##### Records for the task
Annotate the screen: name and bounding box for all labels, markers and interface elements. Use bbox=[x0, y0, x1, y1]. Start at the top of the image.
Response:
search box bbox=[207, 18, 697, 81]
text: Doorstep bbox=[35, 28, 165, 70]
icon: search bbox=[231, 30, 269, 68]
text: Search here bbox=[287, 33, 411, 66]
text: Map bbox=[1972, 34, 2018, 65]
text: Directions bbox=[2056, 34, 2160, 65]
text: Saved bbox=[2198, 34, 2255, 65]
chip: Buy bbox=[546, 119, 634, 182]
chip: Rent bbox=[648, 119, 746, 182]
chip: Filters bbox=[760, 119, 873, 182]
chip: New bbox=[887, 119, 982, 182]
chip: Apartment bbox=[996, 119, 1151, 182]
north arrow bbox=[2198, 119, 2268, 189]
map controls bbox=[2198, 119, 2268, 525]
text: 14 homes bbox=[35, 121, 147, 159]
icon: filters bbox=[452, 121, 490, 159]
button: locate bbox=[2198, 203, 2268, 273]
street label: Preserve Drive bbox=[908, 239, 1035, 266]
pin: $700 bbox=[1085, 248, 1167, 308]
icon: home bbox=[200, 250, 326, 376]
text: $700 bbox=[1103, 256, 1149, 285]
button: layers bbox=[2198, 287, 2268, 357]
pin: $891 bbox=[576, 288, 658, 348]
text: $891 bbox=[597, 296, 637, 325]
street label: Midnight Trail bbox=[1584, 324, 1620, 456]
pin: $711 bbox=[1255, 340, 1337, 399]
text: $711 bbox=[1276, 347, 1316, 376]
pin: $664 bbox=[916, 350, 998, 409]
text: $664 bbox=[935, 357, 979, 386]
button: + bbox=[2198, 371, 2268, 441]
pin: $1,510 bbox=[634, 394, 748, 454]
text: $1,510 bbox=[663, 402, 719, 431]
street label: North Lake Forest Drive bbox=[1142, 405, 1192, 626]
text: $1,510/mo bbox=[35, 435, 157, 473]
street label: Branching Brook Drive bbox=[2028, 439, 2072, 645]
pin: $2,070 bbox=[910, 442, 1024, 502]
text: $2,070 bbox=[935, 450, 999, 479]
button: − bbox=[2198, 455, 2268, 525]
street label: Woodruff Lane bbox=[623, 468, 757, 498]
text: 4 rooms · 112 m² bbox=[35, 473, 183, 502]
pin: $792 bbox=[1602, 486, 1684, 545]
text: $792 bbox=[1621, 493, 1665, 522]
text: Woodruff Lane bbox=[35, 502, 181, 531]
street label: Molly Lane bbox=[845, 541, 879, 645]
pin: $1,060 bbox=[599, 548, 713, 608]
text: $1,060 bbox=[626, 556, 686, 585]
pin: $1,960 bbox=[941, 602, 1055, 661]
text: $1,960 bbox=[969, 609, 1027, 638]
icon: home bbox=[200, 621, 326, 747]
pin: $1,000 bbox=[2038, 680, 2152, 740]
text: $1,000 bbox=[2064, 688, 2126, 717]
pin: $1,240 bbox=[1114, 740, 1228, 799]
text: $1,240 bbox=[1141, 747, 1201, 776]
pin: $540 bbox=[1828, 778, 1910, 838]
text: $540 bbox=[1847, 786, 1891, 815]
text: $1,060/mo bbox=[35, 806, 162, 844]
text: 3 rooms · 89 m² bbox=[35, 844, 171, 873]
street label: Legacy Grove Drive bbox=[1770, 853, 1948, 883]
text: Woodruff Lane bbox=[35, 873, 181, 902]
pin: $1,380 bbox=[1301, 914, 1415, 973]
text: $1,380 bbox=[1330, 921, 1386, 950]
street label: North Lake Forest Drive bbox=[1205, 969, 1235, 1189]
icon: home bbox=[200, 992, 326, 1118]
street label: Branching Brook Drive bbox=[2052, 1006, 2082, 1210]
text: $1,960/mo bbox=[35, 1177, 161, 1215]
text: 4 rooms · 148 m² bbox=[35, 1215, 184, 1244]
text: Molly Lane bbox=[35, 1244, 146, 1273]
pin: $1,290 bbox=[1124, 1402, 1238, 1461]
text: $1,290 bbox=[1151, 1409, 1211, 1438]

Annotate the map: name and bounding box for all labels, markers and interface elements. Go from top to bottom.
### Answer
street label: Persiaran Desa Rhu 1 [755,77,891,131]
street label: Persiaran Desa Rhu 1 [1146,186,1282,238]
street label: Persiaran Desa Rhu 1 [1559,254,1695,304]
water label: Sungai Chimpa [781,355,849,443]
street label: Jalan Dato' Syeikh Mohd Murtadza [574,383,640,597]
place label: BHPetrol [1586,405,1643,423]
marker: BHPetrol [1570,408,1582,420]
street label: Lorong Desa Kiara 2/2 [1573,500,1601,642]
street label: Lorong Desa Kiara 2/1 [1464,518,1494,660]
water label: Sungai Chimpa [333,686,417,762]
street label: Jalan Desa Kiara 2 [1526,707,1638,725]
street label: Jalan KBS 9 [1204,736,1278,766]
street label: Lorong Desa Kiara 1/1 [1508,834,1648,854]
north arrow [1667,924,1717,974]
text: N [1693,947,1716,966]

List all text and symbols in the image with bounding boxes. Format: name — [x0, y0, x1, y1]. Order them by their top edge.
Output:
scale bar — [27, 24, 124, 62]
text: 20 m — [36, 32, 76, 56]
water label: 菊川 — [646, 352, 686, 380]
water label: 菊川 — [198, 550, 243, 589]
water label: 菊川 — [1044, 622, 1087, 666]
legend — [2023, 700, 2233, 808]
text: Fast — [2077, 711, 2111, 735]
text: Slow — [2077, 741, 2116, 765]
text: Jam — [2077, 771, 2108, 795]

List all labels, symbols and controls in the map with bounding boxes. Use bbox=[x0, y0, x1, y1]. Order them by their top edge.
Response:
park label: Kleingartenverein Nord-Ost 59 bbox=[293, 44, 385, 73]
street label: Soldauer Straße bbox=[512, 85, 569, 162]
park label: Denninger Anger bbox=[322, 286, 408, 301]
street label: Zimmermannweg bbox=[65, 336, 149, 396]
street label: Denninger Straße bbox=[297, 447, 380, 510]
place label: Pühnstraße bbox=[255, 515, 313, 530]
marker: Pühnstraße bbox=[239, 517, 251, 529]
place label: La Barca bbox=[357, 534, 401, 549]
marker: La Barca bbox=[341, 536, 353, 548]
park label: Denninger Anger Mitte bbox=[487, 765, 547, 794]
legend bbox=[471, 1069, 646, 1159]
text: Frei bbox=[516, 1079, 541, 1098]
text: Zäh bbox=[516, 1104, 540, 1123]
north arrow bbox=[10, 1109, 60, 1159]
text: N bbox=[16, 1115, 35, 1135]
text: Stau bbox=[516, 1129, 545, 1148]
##########
To do
Say how many lines in the records hold the word "Anger", giving the number by itself.

Answer below
2